*Requirement*:
Give back all of the data exactly, with every picture omitted.

Given records: Begin

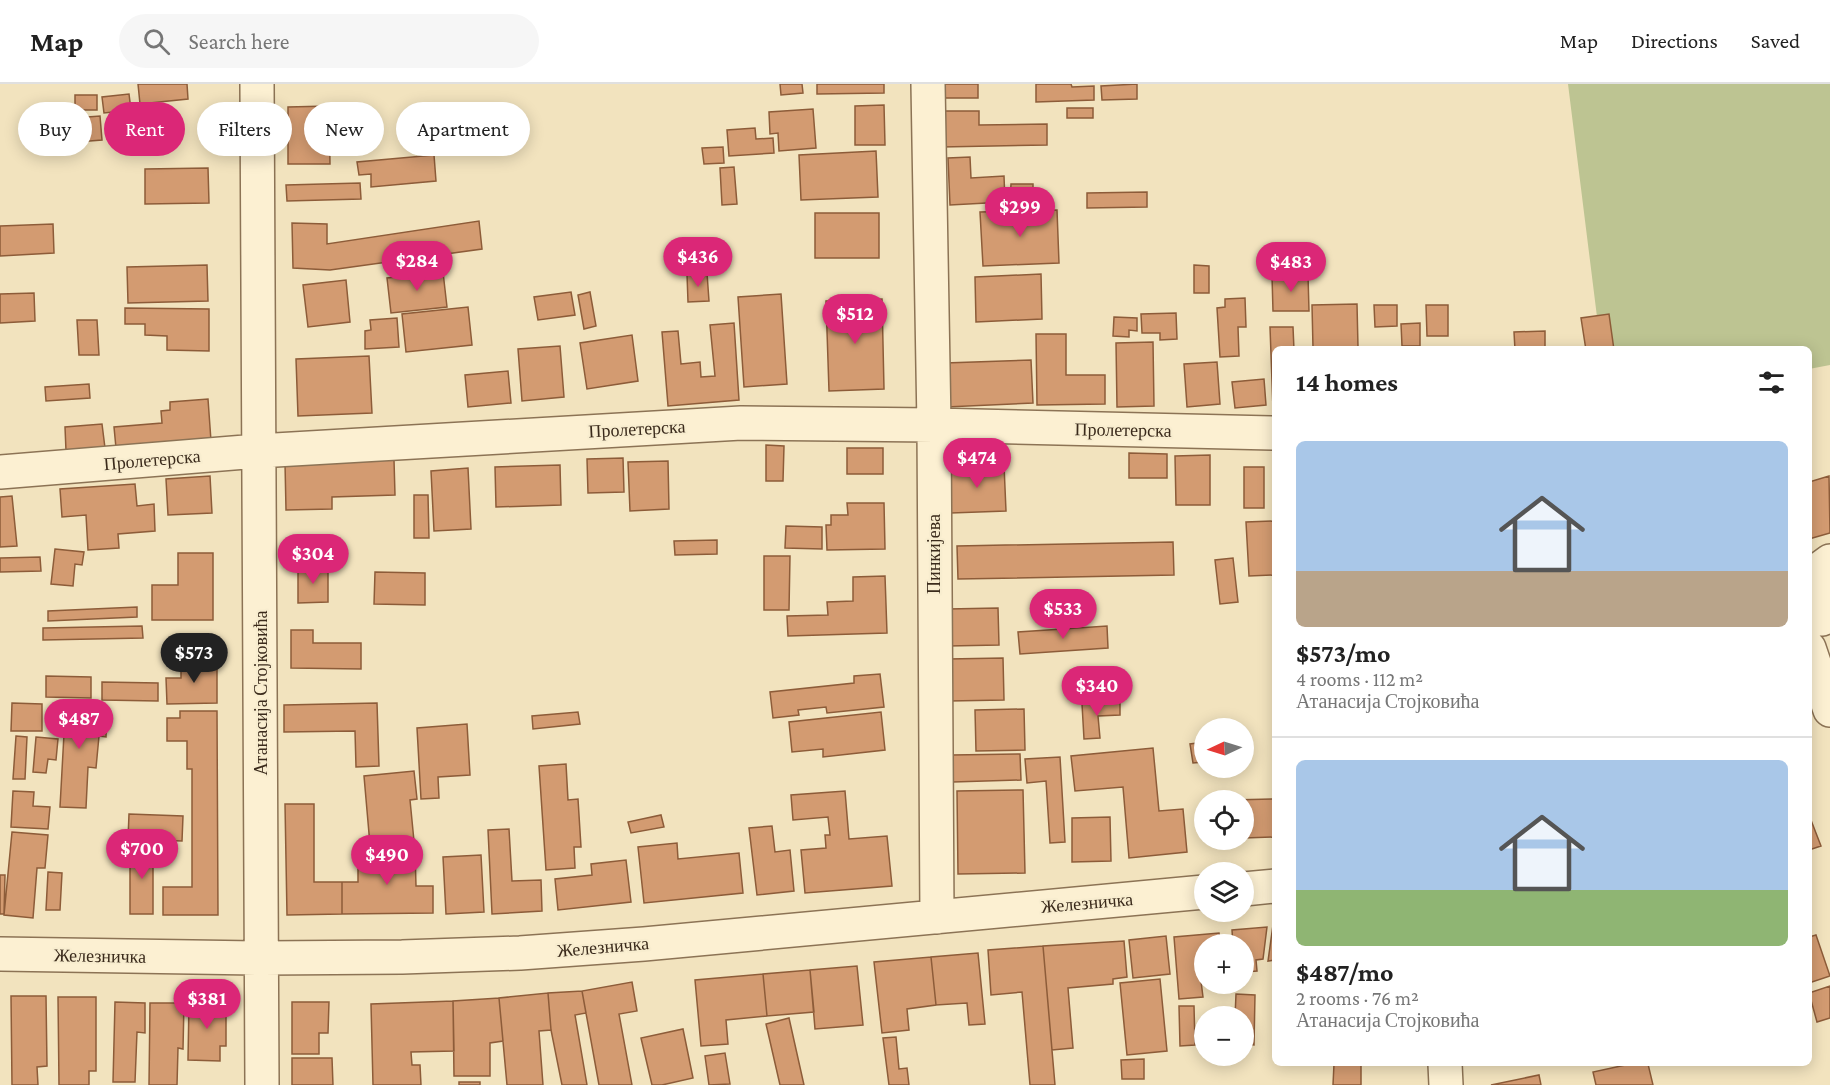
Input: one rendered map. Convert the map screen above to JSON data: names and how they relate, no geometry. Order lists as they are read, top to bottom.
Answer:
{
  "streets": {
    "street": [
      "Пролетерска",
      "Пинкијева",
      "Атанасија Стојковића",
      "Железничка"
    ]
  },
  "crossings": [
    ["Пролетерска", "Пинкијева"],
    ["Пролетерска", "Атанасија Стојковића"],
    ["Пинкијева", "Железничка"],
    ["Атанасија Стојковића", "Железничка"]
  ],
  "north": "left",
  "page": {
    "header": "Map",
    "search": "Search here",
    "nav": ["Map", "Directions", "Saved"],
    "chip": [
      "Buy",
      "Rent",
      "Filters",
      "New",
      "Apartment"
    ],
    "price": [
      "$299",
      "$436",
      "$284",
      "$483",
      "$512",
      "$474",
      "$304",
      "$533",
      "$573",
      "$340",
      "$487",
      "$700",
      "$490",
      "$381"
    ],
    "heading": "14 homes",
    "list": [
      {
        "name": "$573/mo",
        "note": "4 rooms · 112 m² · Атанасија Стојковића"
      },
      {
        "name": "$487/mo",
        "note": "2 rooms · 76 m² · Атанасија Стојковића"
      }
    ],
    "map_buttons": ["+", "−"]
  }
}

Given records: End

*Task answer*:
Input: one rendered map. Convert the map screen above to JSON data: names and how they relate, no geometry. Order lists as they are read, top to bottom.
Answer:
{
  "streets": {
    "street": [
      "Пролетерска",
      "Пинкијева",
      "Атанасија Стојковића",
      "Железничка"
    ]
  },
  "crossings": [
    ["Пролетерска", "Пинкијева"],
    ["Пролетерска", "Атанасија Стојковића"],
    ["Пинкијева", "Железничка"],
    ["Атанасија Стојковића", "Железничка"]
  ],
  "north": "left",
  "page": {
    "header": "Map",
    "search": "Search here",
    "nav": ["Map", "Directions", "Saved"],
    "chip": [
      "Buy",
      "Rent",
      "Filters",
      "New",
      "Apartment"
    ],
    "price": [
      "$299",
      "$436",
      "$284",
      "$483",
      "$512",
      "$474",
      "$304",
      "$533",
      "$573",
      "$340",
      "$487",
      "$700",
      "$490",
      "$381"
    ],
    "heading": "14 homes",
    "list": [
      {
        "name": "$573/mo",
        "note": "4 rooms · 112 m² · Атанасија Стојковића"
      },
      {
        "name": "$487/mo",
        "note": "2 rooms · 76 m² · Атанасија Стојковића"
      }
    ],
    "map_buttons": ["+", "−"]
  }
}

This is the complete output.